Pediatrics | Clinical Rotation 
CHS-PAS-6204-AA (Upon successful completion of the didactic year of the Program) | 4.50 credits
The five (5) week Pediatrics rotation takes place in an outpatient and/or inpatient setting, exposing the student to the healthcare needs of the pediatric patient population. Through supervised patient contact, the student gains experience in performing pediatric history and physical examinations, ranging from neonate through teenage development. Students develop the knowledge and attitudes necessary to interact with both the pediatric patient and caregiver, document patient encounters, and assess and manage both common pediatric problems, as well as acute illness. The student also is afforded the opportunity to become familiar with normal growth and development, immunization schedules, nutritional requirements, and anticipatory guidance.
 
Behavior/Mental Health | Clinical Rotation
CHS-PAS-6206-AA (Upon successful completion of the didactic year of the Program)  | 4.50 credits
The five (5) week Mental Health rotation takes place in an outpatient, and/or inpatient behavioral health facility. The student works collaboratively with the mental health team to evaluate and manage a range of behavioral/mental health issues. Through supervised patient contact, the student develops the knowledge and attitudes necessary to provide ongoing and/or emergent support for this patient population. Emphasis is placed on recognizing the roles that socioeconomics, family health history, and social interactions play in the course of behavioral/mental health conditions. In addition, students develop an understanding of the barriers to treatment, as well as the support resources available within the community.

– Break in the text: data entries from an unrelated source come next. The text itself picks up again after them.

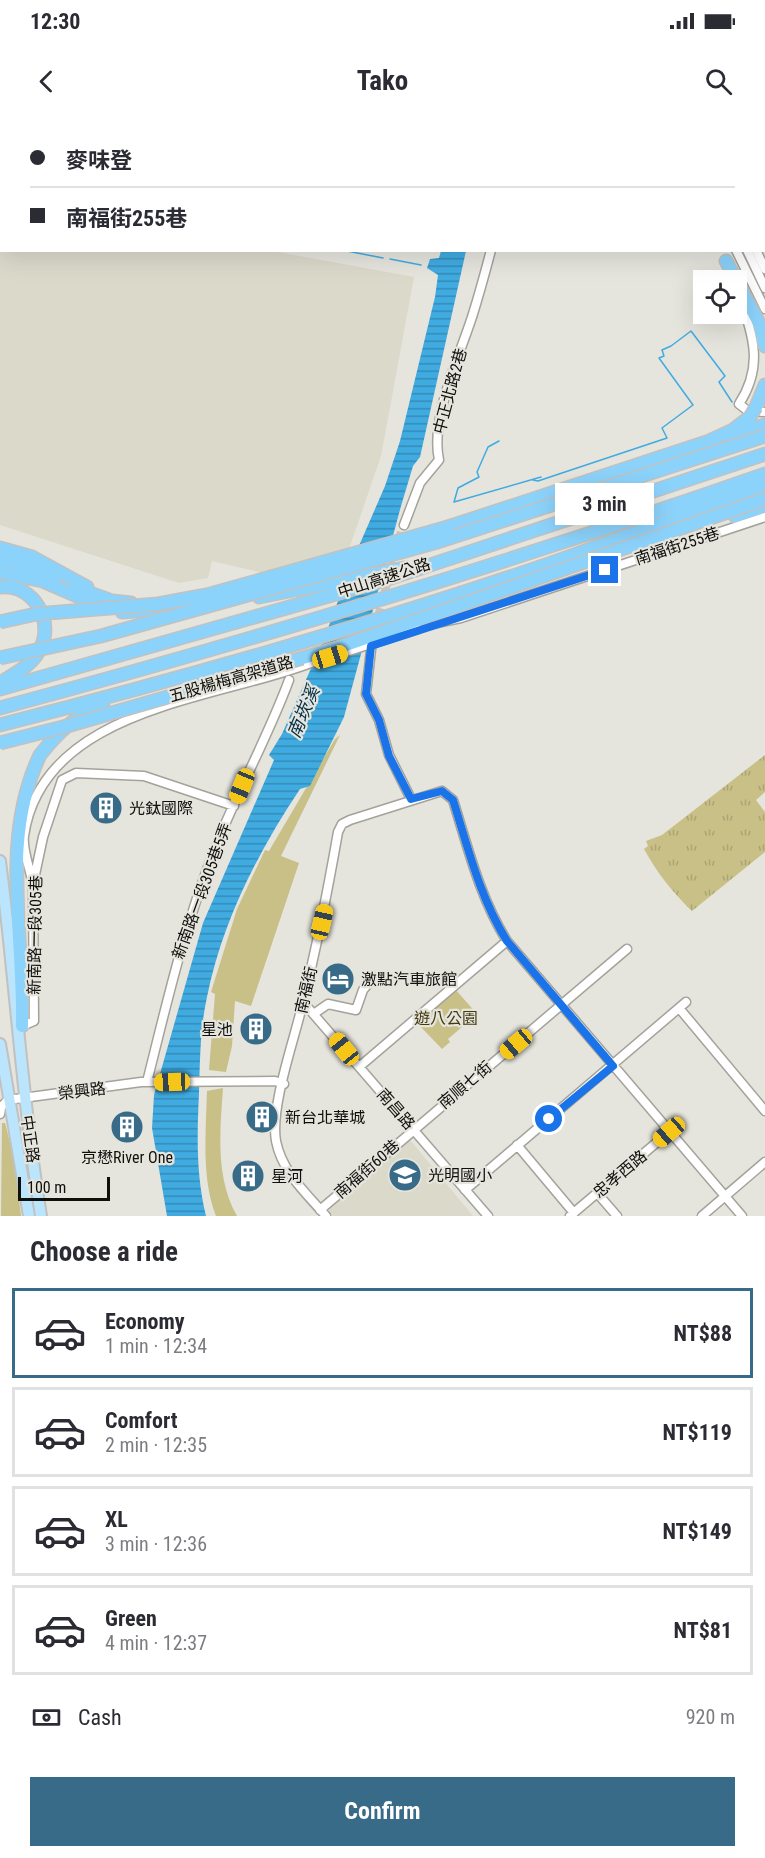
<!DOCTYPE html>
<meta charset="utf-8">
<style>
:root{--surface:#fff;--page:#f7f7f7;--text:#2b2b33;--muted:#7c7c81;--line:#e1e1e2;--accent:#376b87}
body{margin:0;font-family:"Roboto Condensed","Noto Sans TC",sans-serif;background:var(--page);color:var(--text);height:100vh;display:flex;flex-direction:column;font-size:22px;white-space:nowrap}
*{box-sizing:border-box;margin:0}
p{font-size:20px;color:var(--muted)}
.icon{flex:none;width:33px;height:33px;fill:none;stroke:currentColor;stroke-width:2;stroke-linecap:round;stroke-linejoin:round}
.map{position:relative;height:1096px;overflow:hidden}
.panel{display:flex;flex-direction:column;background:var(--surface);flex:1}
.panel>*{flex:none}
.guide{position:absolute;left:0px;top:0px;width:765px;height:132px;box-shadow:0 6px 24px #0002;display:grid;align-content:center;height:132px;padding:0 30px;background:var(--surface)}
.fabs{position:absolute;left:693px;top:150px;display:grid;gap:12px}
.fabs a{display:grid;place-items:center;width:54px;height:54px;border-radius:0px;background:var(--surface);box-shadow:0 6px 24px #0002;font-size:30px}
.scale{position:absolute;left:18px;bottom:15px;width:92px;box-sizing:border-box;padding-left:6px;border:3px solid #0f0f0c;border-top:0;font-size:16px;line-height:21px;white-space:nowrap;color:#0f0f0c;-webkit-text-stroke:4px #e5e4dd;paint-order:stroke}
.end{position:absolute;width:27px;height:27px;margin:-14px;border:8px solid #1a73e8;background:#fff;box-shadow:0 0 0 3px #fff}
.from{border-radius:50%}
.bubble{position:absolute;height:42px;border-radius:0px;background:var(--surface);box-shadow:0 6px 24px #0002;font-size:20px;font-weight:700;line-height:42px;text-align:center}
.car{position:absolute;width:18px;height:36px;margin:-18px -9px;border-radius:8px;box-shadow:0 0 4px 2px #0007;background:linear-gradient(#f5c518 24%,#345 0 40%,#f5c518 0 76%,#345 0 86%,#f5c518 0)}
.guide b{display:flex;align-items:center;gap:21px;height:57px;font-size:22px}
.guide b+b{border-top:2px solid var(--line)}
.guide i{width:15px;height:15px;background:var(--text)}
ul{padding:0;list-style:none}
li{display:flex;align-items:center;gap:18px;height:90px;margin:0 12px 9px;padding:0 18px;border:3px solid var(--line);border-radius:0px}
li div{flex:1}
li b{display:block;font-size:22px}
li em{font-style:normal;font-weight:700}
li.on{border-color:var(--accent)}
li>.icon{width:54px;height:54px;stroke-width:1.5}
h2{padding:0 30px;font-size:27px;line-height:72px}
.pay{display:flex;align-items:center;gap:15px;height:66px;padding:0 30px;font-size:22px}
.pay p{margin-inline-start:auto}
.button{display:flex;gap:12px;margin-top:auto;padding:12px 30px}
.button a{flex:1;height:69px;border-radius:0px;background:var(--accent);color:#fff;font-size:24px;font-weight:700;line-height:69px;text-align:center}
.status{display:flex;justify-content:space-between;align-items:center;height:42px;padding:0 30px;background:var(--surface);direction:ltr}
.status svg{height:16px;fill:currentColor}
header{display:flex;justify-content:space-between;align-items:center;height:78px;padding:0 30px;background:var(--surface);font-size:27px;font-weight:700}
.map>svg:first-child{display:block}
</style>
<div class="status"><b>12:30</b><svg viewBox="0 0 49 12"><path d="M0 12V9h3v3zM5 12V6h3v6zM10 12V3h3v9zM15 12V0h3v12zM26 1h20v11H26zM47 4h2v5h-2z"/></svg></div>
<header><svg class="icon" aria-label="back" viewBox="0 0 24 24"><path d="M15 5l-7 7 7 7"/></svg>Tako<svg class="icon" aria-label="search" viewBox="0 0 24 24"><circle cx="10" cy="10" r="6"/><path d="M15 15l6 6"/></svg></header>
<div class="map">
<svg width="765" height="1096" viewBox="0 0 765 1096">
<defs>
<pattern id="grass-tufts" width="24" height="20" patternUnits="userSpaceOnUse" patternTransform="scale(1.5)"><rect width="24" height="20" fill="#c9c087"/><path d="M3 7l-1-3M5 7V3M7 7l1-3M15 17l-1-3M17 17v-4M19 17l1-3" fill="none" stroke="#aba473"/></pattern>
<pattern id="water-rules" width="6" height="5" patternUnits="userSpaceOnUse" patternTransform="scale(1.5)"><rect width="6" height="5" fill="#40abe1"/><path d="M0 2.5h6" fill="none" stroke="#348ab5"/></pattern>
</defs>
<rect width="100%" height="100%" fill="#e5e4dd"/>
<path fill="#dbd9ca" d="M0 79 2 130 272 131 414 157 381 336 349 429 263 453 212 441 208 458 179 463 0 405Z
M410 1020 473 1096H333L328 1091Z"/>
<path fill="url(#grass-tufts)" d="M765 635V672L756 680 765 692V732L692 791C673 773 657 753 644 729L648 726 646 721 662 715Z"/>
<path fill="#c9c087" d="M340 615 281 736 299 743 251 886 235 881 232 926 226 952 209 950 215 874 211 872 237 789 265 730 269 731 335 619Z
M455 869 477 894 448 919 450 922 442 929 416 902Z
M223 968C220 1011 215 1057 237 1096H216C201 1058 206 1011 207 971Z
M2 1003H5L14 1038 21 1096H1Z"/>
<path fill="url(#water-rules)" d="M441 131H466L420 337 413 346 401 386 344 597 310 666 300 669C258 732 222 802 207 877 200 908 200 941 199 973 197 1015 196 1055 206 1096H167L152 1008 154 975 203 803 274 640 269 635 282 614 324 519 355 435 385 366 400 321 435 177 438 155 427 148 430 139 439 138Z"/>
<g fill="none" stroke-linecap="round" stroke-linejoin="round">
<path stroke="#40abe1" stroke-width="1.5" d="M716 2 719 0
M0 66 2 67
M342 130 383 138
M390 139 421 145
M499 321 488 327 477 352 479 357 458 368 454 382 541 357
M533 360 538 361 667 318 662 308 693 285 659 238 664 236 662 230 671 226 691 211 725 256 719 262 732 282"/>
<path stroke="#c5c4be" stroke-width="8" stroke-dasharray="8 4" stroke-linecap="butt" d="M372 519 401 412"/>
<defs>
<path id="minor" d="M250 0 257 2
M695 0 696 2
M708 0V2
M415 2 416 0
M588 2 590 0
M736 130 765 189
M747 130 765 168
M756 130 765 149
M738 172C752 214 765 244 739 284L748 291 765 292
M404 405 420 363 439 340C430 299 459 237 472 197 479 175 485 153 491 130
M412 508 461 498 765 397
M375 521H372L366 574 379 600 389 635 411 679
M32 761C30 748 22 729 24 716 42 589 213 580 308 544
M303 882 488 1096
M679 888 765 991
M315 893 328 884 356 890 363 870 374 857
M22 906 34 901 33 764 43 717 62 660 76 653 144 656 234 686
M359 947 507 821
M147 962C167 882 185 803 216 726 238 670 268 617 289 560
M0 994 1 987 8 980 141 962 275 961 284 964
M517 1025 574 1093
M465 1070 686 882
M597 1073 617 1096
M320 1090 627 829
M326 1096C306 1073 282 1052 276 1021 270 986 295 918 303 882 317 826 328 769 338 712L342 704 350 700 442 671 453 680C468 728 480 778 507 821L742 1096
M570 1096 669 1012
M702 1096 765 1042"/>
<path id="major" d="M0 741C15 859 22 978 41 1096
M0 924 29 1096"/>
<path id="highway" d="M726 141 760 205 765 226
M756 287 765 265
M732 315 765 305
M735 396 765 386
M448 407 707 322 733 310 750 297
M0 428 32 437 87 467
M0 440 14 442 54 458
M0 452 43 461 105 488
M0 467C34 463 56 503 39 531 31 546 14 554 0 563
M76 468 112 481 131 483
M259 477 404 448
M122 492 189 487
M0 569 385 460 765 334
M0 588C258 519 513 442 765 354
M0 605C176 560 350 511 522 453 604 426 684 393 765 365
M22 906C24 813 0 719 40 635 58 612 75 596 103 585"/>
</defs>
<use href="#minor" stroke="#a3a29b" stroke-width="11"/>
<use href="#major" stroke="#c1c1c0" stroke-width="14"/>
<use href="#highway" stroke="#c1c1c0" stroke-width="15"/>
<use href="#minor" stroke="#fff" stroke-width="8"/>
<use href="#major" stroke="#bae5fd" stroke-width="10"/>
<use href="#highway" stroke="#8cd3fc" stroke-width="12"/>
<defs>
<path id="minor-bridge" d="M308 544 418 509"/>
<path id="highway-bridge" d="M750 297 756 287
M0 502 36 494 158 484 207 475 448 407
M0 538 101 516 437 422 765 316
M0 623 67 606 334 529 765 379"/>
</defs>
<use href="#minor-bridge" stroke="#a3a29b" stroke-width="11" stroke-linecap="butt"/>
<use href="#highway-bridge" stroke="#c1c1c0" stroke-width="15" stroke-linecap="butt"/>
<use href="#minor-bridge" stroke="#fff" stroke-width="8"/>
<use href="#highway-bridge" stroke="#8cd3fc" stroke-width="12"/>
</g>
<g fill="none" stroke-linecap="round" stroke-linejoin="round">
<path stroke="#1a73e8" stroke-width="8" d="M549 999 613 946 507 821C480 778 468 728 453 680L442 671 411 679 389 636 379 600 366 574 371 526 605 450"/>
</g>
<defs>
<symbol id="building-disc" viewBox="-11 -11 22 22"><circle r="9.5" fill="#376b87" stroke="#e5e4dd"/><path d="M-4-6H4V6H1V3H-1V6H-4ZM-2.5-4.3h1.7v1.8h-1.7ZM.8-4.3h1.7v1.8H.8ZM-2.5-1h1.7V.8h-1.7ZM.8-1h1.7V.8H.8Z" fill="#fff"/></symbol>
<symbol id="hotel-disc" viewBox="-11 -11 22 22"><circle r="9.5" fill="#376b87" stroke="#e5e4dd"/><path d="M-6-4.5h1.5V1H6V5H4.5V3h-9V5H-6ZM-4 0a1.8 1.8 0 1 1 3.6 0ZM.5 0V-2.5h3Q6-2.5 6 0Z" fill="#fff"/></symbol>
<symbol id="school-disc" viewBox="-11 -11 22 22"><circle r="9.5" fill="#376b87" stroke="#e5e4dd"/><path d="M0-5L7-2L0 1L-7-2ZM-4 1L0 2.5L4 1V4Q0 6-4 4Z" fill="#fff"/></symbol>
</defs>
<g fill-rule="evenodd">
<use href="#building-disc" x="87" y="669" width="38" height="38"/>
<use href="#hotel-disc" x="319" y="840" width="38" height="38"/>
<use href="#building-disc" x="237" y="890" width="38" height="38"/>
<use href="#building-disc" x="243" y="978" width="38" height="38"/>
<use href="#building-disc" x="108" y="988" width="38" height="38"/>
<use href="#school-disc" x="386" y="1036" width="38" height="38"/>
<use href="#building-disc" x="229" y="1037" width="38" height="38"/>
</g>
<g text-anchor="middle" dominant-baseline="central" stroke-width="4.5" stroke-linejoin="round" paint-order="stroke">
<g font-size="16" fill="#0f0f0c" stroke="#e5e4dd">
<text transform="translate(450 271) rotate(-75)">中正北路2巷</text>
<text transform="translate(677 426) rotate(-18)">南福街255巷</text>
<text transform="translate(384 458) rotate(-18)">中山高速公路</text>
<text transform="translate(231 559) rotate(-16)">五股楊梅高架道路</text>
<text transform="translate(202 771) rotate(-70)">新南路一段305巷5弄</text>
<text transform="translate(35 815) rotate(-89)">新南路一段305巷</text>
<text transform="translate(306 870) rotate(-77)">南福街</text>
<text transform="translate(465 965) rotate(-40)">南順七街</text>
<text transform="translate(82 971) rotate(-7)">榮興路</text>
<text transform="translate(396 989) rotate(49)">南昌路</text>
<text transform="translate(30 1019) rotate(82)">中正路</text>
<text transform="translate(367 1049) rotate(-41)">南福街60巷</text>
<text transform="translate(620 1054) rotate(-40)">忠孝西路</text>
</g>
<g font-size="16" fill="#0f0f0c" stroke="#e5e4dd" text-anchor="start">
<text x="129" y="688">光鈦國際</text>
<text x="361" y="859">激點汽車旅館</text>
<text x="233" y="909" text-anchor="end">星池</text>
<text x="285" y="997">新台北華城</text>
<text x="127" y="1037" text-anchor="middle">京懋River One</text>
<text x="428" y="1055">光明國小</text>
<text x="271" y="1056">星河</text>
</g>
<g font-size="16" fill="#433b10" stroke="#e5e4dd">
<text x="446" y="898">遊八公園</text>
</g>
<g font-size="18" font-style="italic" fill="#002f45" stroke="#e5e4dd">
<text transform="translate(303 592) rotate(-67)">南崁溪</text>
</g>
</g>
</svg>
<div class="fabs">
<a><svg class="icon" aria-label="locate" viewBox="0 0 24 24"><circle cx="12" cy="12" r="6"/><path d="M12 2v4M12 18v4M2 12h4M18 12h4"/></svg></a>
</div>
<div class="scale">100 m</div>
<i class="end from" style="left:549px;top:999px"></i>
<i class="end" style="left:605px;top:450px"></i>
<div class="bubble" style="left:555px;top:363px;width:99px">3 min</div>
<i class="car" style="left:330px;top:537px;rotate:73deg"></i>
<i class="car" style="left:242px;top:666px;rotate:202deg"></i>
<i class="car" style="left:322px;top:802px;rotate:13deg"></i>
<i class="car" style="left:516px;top:924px;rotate:230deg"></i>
<i class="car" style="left:344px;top:929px;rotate:321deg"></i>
<i class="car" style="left:172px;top:962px;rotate:268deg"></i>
<i class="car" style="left:669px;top:1012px;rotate:229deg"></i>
<div class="guide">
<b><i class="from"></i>麥味登</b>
<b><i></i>南福街255巷</b>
</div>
</div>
<section class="panel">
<h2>Choose a ride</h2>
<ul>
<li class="on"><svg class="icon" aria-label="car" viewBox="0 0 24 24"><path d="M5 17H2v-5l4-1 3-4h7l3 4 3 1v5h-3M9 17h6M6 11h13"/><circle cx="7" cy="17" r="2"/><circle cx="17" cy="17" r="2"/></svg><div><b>Economy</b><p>1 min · 12:34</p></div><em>NT$88</em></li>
<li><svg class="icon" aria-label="car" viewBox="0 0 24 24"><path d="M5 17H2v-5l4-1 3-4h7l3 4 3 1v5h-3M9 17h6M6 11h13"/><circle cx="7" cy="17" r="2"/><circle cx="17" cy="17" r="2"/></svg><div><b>Comfort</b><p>2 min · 12:35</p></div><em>NT$119</em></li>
<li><svg class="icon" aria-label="car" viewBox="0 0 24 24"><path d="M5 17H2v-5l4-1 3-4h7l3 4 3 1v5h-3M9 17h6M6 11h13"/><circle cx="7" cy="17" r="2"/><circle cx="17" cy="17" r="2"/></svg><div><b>XL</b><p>3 min · 12:36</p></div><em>NT$149</em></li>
<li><svg class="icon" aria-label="car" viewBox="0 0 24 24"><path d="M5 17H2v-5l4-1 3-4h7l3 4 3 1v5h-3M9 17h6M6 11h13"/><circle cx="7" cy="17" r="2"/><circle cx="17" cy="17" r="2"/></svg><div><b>Green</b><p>4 min · 12:37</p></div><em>NT$81</em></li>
</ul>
<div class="pay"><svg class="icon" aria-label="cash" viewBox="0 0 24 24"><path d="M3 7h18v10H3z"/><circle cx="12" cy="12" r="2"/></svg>Cash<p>920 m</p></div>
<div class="button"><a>Confirm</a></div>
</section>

Family Medicine/Primary Care 1 | Clinical Rotation 
CHS-PAS-6240-AA (Upon successful completion of the didactic year of the Program) | 4.50 credits
This is one of two, five (5) week Family Medicine rotations that take place in an outpatient primary care setting, exposing the student to the medical management of patients throughout their lifespan. Through supervised patient contact, the student gains experience in performing history and physical examinations, documenting patient encounters, and assessing and managing the acute and chronic illnesses commonly encountered in the primary care setting. Students also develop the knowledge and attitudes necessary to provide patient-centered health education. 
 
Family Medicine/Primary Care 2 | Clinical Rotation
CHS-PAS-6241-AA (Upon successful completion of the didactic year of the Program) | 4.50 credits
This is the second of two five (5) week Family Medicine rotations that take place in an outpatient primary care setting, exposing the student to the medical management of patients throughout their lifespan. Through supervised patient contact, the student gains experience in performing history and physical examinations, documenting patient encounters, and assessing and managing the acute and chronic illnesses commonly encountered in the primary care setting. Students also develop the knowledge and attitudes necessary to provide patient-centered health education.
 
Elective 1 | Clinical Rotation 
CHS-PAS-6230-AA (Upon successful completion of the didactic year of the Program) | 4.50 credits
This is one of two five (5) week elective rotations available to the student. This rotation affords the student an opportunity to increase his/her knowledge base and skill in an area of clinical interest.
 
Elective 2 | Clinical Rotation 
CHS-PAS-6231-AA (Upon successful completion of the didactic year of the Program) | 4.50 credits
This is the second of two five (5) week elective rotations available to the student. This rotation affords the student an opportunity to increase his/her knowledge base and skill in an area of clinical interest.